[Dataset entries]

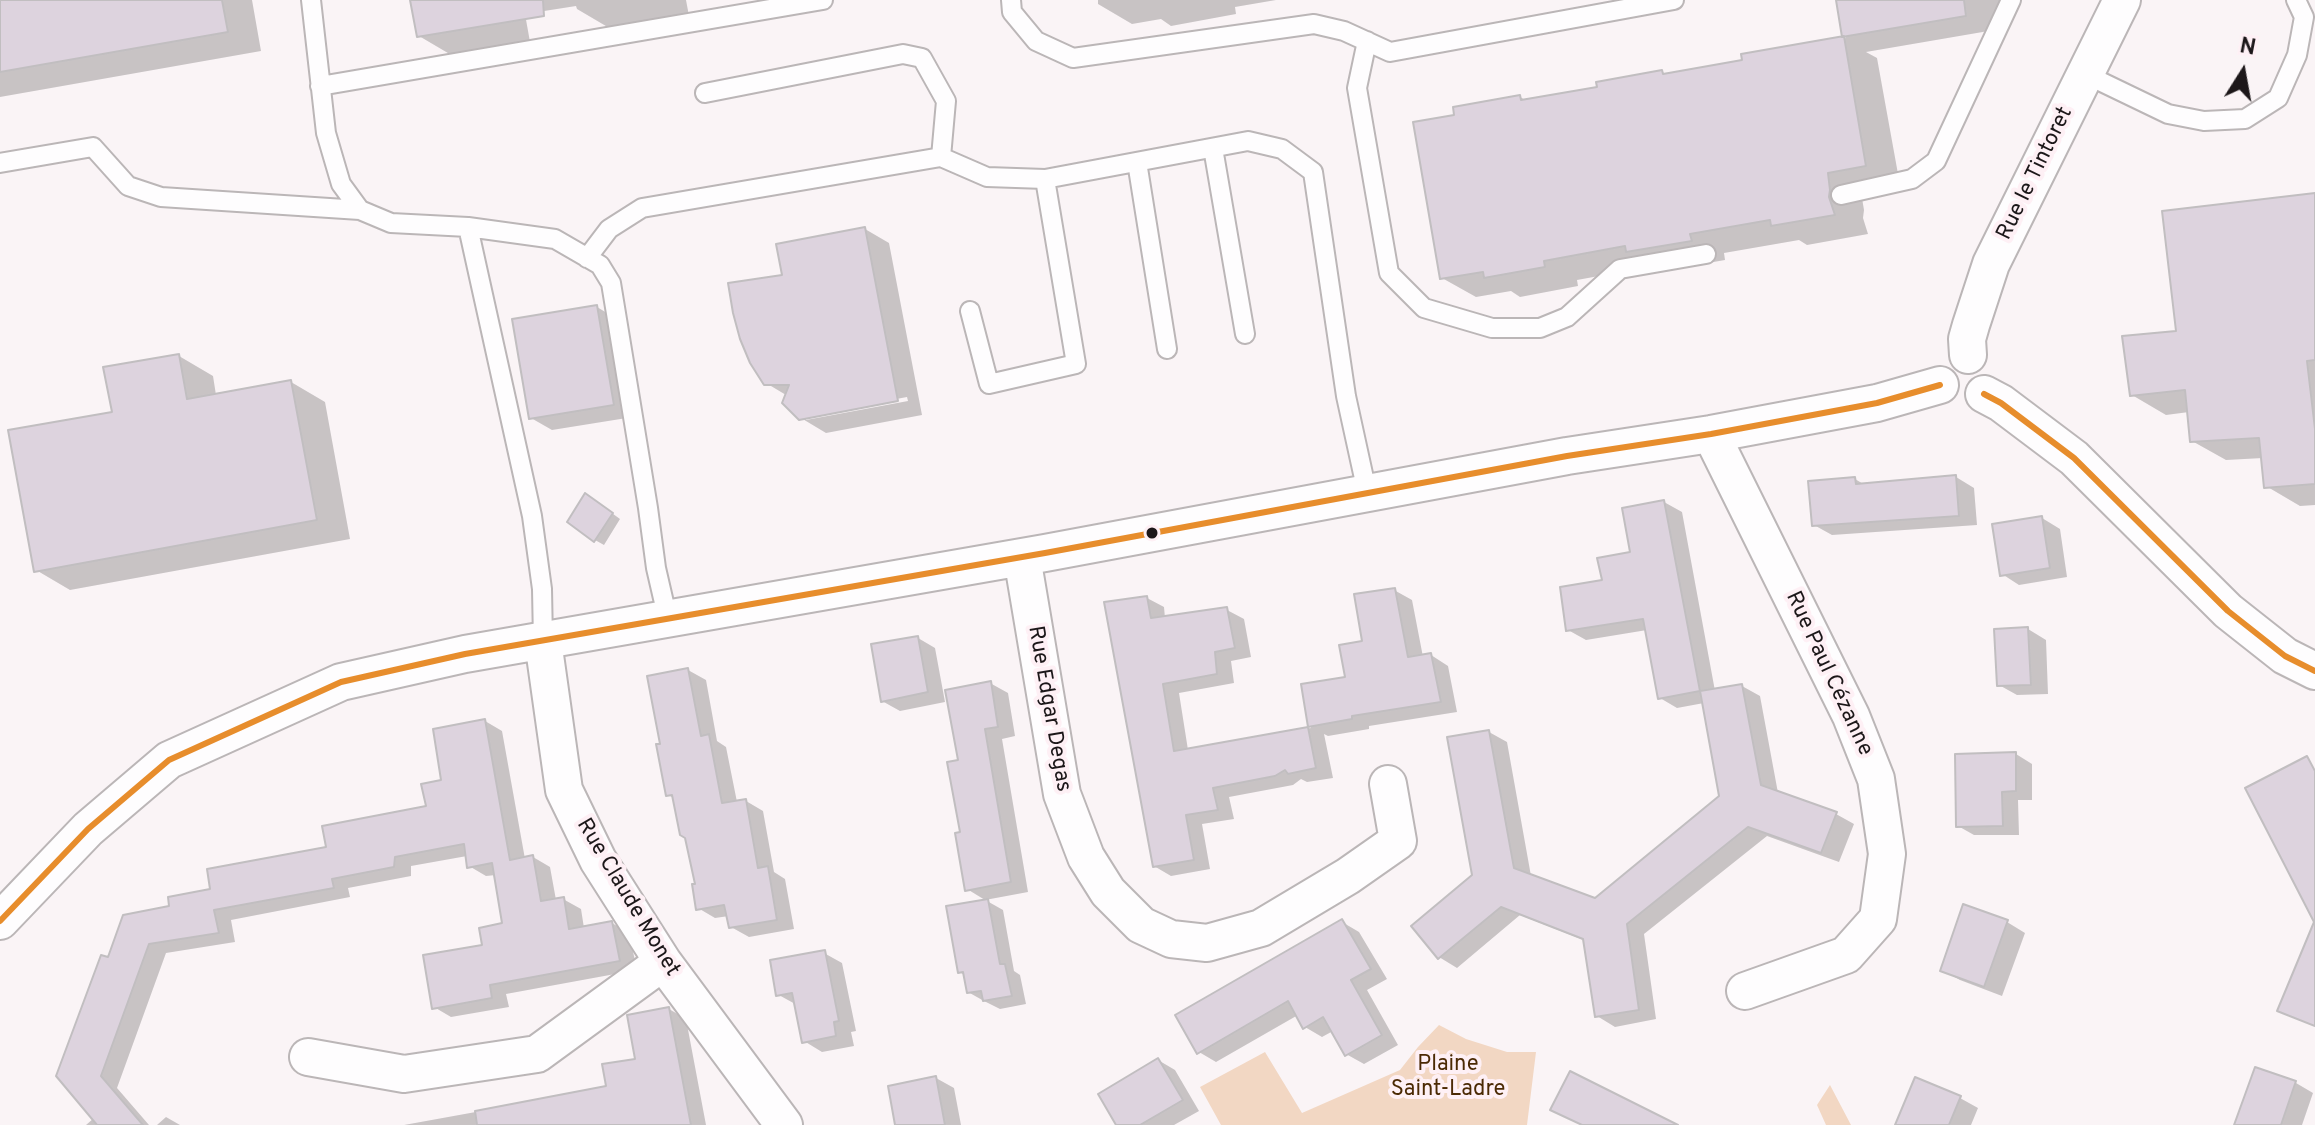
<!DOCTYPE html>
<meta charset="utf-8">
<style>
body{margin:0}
#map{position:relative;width:2315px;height:1125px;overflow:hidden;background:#faf4f6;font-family:Overpass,sans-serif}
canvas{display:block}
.north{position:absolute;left:2203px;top:32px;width:80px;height:80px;-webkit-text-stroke:6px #fef0f5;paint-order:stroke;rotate:11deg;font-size:22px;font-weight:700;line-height:32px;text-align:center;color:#1c1719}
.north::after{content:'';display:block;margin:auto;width:28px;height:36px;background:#1c1719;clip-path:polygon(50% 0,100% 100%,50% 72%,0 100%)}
</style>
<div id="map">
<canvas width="2315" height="1125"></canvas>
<div class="north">N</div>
</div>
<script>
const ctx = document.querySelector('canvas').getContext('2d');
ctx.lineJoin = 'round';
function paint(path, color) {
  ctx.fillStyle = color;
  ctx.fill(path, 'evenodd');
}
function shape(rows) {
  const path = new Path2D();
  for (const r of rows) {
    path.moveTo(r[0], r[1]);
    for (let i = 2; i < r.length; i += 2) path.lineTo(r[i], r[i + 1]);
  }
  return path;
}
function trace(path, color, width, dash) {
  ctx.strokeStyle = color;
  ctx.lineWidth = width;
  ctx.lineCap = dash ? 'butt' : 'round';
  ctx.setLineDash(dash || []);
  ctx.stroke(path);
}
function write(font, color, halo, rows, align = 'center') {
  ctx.font = font + ' Overpass,sans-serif';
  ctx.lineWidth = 8;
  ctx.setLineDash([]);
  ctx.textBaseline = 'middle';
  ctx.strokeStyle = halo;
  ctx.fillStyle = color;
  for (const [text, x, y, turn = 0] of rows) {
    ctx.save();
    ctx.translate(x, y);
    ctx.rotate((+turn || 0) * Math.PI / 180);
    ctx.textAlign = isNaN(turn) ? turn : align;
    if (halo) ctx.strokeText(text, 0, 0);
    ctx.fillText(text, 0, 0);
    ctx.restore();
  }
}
paint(shape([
 [1439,1025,1466,1039,1507,1052,1536,1052,1527,1125,1221,1125,1200,1087,1265,1052,1302,1113,1400,1070,1418,1047],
 [1830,1085,1851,1125,1826,1125,1817,1105]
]), '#f2d7c3');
paint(shape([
 [0,0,252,0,261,51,0,97],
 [413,0,686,0,689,16,611,29,577,9,576,6,525,14,530,42,453,56,419,36],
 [1098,0,1276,0,1235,7,1236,14,1171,26,1161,19,1132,24,1098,4],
 [1838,0,2001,0,2006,28,1866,52,1877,58,1900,185,1861,192,1864,210,1863,218,1868,234,1807,245,1799,240,1724,253,1725,260,1662,271,1654,266,1577,280,1578,286,1520,297,1511,291,1476,297,1442,278,1456,117,1520,97,1527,101,1599,89,1662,73,1667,76,1744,62,1743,55,1846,38,1844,36],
 [2315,195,2315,505,2300,506,2266,486,2263,458,2226,460,2192,441,2189,412,2166,415,2132,395,2179,333],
 [865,229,889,243,922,415,826,433,801,418,786,395,766,383,784,277],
 [907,397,908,401,806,420,806,416],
 [597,307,617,319,633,417,552,430,531,418],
 [179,356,213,376,216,395,291,382,325,402,350,539,70,590,36,570,114,414],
 [1956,477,1974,488,1977,525,1832,535,1814,525,1855,479,1865,485],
 [594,500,620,519,604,545,595,540],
 [1664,502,1682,512,1715,691,1742,686,1760,696,1778,793,1836,814,1854,824,1839,862,1767,836,1644,934,1656,1019,1615,1027,1597,1016,1586,941,1520,915,1457,968,1439,957,1474,876,1489,732,1507,742,1531,876,1596,900,1721,796,1704,703,1677,708,1660,698,1647,630,1586,640,1568,630,1604,582,1632,554],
 [2042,518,2060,529,2067,577,2019,585,2002,574],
 [1394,590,1412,600,1423,657,1431,655,1448,666,1457,712,1369,726,1369,729,1328,736,1324,734,1333,778,1307,782,1301,779,1293,785,1229,797,1234,819,1202,824,1210,869,1171,876,1154,866,1147,598,1164,607,1165,618,1227,610,1244,619,1251,657,1231,661,1234,683,1179,693,1188,750,1311,728,1303,686,1347,678,1364,643],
 [2028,629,2046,640,2048,694,2017,695,1999,685],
 [918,638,935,648,945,702,900,711,882,701],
 [688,670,706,680,717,741,726,747,737,802,746,801,763,811,774,872,785,879,794,929,749,937,731,927,729,916,715,918,698,908,697,885,687,837,674,798,668,795,662,745],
 [990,683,1008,693,1015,736,1002,739,1028,892,985,900,967,889,962,834,960,761],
 [485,721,502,731,525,859,533,857,550,867,556,900,563,899,581,909,584,928,612,923,629,933,637,970,506,994,509,1007,451,1017,434,1007,504,924,496,875,486,876,469,866,467,856,411,866,411,876,348,888,350,897,231,920,235,942,166,953,117,1088,149,1125,86,1125,94,1118,109,959,171,907,328,849,428,808],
 [2016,754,2032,764,2032,800,2018,800,2019,835,1974,835,1958,826],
 [987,901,1003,910,1014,971,1020,975,1026,1004,1000,1009,984,1001,968,992,965,975,959,972],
 [1342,922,1359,932,1387,979,1367,990,1398,1045,1364,1064,1346,1054,1333,1031,1322,1037,1305,1027,1298,1015,1216,1062,1199,1052],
 [2007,922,2025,933,2002,996,1960,980,1942,970],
 [824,953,842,963,856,1031,851,1032,854,1046,822,1052,804,1041,797,1005,777,994],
 [669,1009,686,1019,706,1125,404,1125,608,1088,637,1061],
 [1158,1060,1175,1070,1199,1111,1174,1125,1118,1125],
 [2256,1070,2296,1083,2313,1093,2302,1125,2243,1125],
 [936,1078,954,1088,961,1125,897,1125],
 [1960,1098,1978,1108,1971,1125,1898,1125],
 [166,1117,180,1125,157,1125]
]), '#0003');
const building = shape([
 [0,0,222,0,228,32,0,72,0,0],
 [410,0,543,0,544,16,417,37,410,0],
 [1836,0,1964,0,1966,16,1842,37,1836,0],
 [1844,36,1866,166,1828,173,1830,190,1829,197,1835,215,1771,226,1770,220,1690,234,1692,241,1626,252,1625,246,1544,261,1545,267,1484,278,1483,272,1440,279,1413,122,1454,115,1453,107,1520,95,1521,100,1597,87,1596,82,1662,70,1663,74,1742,60,1741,54,1844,36],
 [2315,193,2315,360,2307,361,2315,429,2315,484,2264,488,2259,438,2190,442,2185,390,2130,396,2122,336,2176,331,2162,211,2315,193],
 [865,227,898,401,799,420,782,403,789,385,764,385,750,363,740,339,733,313,728,283,782,275,776,244,865,227],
 [597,305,614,405,529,419,512,319,597,305],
 [179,354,187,399,291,380,317,520,34,572,8,430,112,412,103,367,179,354],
 [1956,475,1959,516,1812,526,1808,481,1855,477,1856,484,1956,475],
 [585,493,613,513,594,542,567,522,585,493],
 [1664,500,1700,691,1658,699,1643,619,1566,631,1560,587,1602,580,1597,558,1630,552,1622,508,1664,500],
 [2042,516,2050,568,2000,576,1992,524,2042,516],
 [1395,588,1408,657,1431,653,1441,702,1352,716,1352,719,1308,727,1301,684,1345,677,1339,645,1362,641,1354,594,1395,588],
 [1147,596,1151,618,1227,607,1235,648,1215,652,1217,674,1163,684,1174,751,1308,727,1316,768,1288,774,1285,770,1275,776,1213,788,1218,810,1186,815,1194,860,1153,867,1104,602,1147,596],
 [2028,627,2031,685,1997,686,1994,629,2028,627],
 [918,636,928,692,881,702,871,644,918,636],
 [688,668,701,736,709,734,722,803,746,799,758,868,768,866,777,920,729,928,724,905,696,910,692,884,695,884,685,838,680,835,672,795,666,796,656,744,660,744,647,676,688,668],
 [991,681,998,727,985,729,1011,882,965,891,955,833,960,832,947,762,958,760,945,690,991,681],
 [1742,684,1761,785,1837,812,1821,853,1748,827,1627,924,1639,1010,1595,1017,1583,939,1501,907,1438,959,1411,926,1472,875,1447,737,1489,730,1514,868,1595,898,1719,796,1700,691,1742,684],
 [485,719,510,860,533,855,541,901,564,897,569,929,612,921,620,961,490,985,492,998,432,1009,423,955,482,945,479,928,502,923,492,863,467,868,464,844,395,857,394,867,332,879,334,888,214,910,219,933,149,944,101,1076,143,1125,97,1125,56,1076,101,955,108,957,123,915,169,906,168,897,210,889,207,869,326,847,322,826,426,806,421,784,441,780,433,729,485,719],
 [2016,752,2016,791,2002,792,2003,826,1956,827,1955,754,2016,752],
 [2307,756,2315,771,2315,1026,2277,1011,2314,922,2245,788,2307,756],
 [988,899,1000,964,1005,964,1012,996,983,1001,981,991,967,993,963,972,958,973,946,906,988,899],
 [1963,904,2008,920,1984,987,1940,971,1963,904],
 [1342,919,1371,969,1351,980,1382,1035,1345,1056,1323,1017,1303,1029,1288,1001,1197,1054,1175,1015,1342,919],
 [825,950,839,1021,834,1022,836,1036,802,1043,792,993,776,996,770,960,825,950],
 [669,1007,691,1125,477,1125,475,1111,606,1086,602,1064,635,1059,627,1015,669,1007],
 [1158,1058,1183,1100,1140,1125,1116,1125,1098,1094,1158,1058],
 [2255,1067,2296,1081,2281,1125,2234,1125,2255,1067],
 [1570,1071,1678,1125,1582,1125,1550,1110,1570,1071],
 [936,1076,945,1125,895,1125,888,1086,936,1076],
 [1915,1077,1961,1096,1949,1125,1895,1125,1915,1077]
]);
paint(building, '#ddd3de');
trace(building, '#c1bec0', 2);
const lane = shape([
 [311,0,326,133,341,184,360,210,391,223,468,227,555,239,600,265,611,283,648,508,656,568,668,620],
 [1011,0,1012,12,1036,41,1073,58,1314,24,1344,31,1390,52,1674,0],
 [1367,41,1357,88,1389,273,1424,308,1492,328,1540,328,1567,317,1620,269,1706,254],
 [2085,74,2168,114,2204,121,2245,119,2278,98,2297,55,2304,17,2296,0],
 [320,86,823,0],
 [705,93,903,54,922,58,946,101,941,157],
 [1213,148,1245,334],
 [1137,162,1167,349],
 [0,163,93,147,128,186,161,197,360,210],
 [1841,195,1912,179,1936,161,2011,0],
 [468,227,532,516,542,589,543,641],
 [587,258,609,229,642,208,941,157,987,177,1045,179,1248,141,1282,149,1313,172,1346,396,1367,492],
 [970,311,989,384,1076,364,1045,179]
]);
const street = shape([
 [1968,355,1967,339,1971,325,1991,264,2122,0],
 [1984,394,2001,403,2074,458,2228,611,2285,656,2315,671],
 [1711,434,1851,716,1876,779,1887,854,1878,919,1846,955,1745,991],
 [1022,557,1062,794,1086,857,1108,892,1141,925,1171,939,1207,943,1261,928,1348,876,1398,841,1388,784],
 [543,641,564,790,598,860,663,962,784,1125],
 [0,921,88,829,169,760,341,682,465,654,1045,553,1567,456,1711,434,1877,403,1940,385],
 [308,1057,404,1074,537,1054,663,962]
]);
trace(lane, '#bbb6b7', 22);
trace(street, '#bbb6b7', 40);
trace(lane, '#fefdfe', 18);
trace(street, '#fefdfe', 36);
trace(shape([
 [1984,394,2001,403,2074,458,2228,611,2285,656,2315,671],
 [0,921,88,829,169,760,341,682,465,654,1045,553,1567,456,1711,434,1877,403,1940,385]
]), '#e78d2c', 6);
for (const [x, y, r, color] of [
 [1152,533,7,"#1c1719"]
]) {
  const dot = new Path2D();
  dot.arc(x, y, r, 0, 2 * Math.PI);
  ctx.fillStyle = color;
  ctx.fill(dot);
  trace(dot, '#fef0f5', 3);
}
write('22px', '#1c1719', '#fef0f5', [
 ["Rue le Tintoret",2036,174,-64],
 ["Rue Paul Cézanne",1828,674,65],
 ["Rue Edgar Degas",1048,709,80],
 ["Rue Claude Monet",627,898,59]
]);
write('22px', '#4b2a04', '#fef0f5', [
 ["Plaine",1448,1066],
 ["Saint-Ladre",1448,1091]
]);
</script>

**ABOUT THIS EXERCISE:**
Your answer should consist solely of the lines above from the line with "[308,1057,404,1074,537,1054,663,962]" to the line with "trace(dot, '#fef0f5', 3);", both included, reproduced exactly.

**EXERCISE OUTPUT:**
 [308,1057,404,1074,537,1054,663,962]
]);
trace(lane, '#bbb6b7', 22);
trace(street, '#bbb6b7', 40);
trace(lane, '#fefdfe', 18);
trace(street, '#fefdfe', 36);
trace(shape([
 [1984,394,2001,403,2074,458,2228,611,2285,656,2315,671],
 [0,921,88,829,169,760,341,682,465,654,1045,553,1567,456,1711,434,1877,403,1940,385]
]), '#e78d2c', 6);
for (const [x, y, r, color] of [
 [1152,533,7,"#1c1719"]
]) {
  const dot = new Path2D();
  dot.arc(x, y, r, 0, 2 * Math.PI);
  ctx.fillStyle = color;
  ctx.fill(dot);
  trace(dot, '#fef0f5', 3);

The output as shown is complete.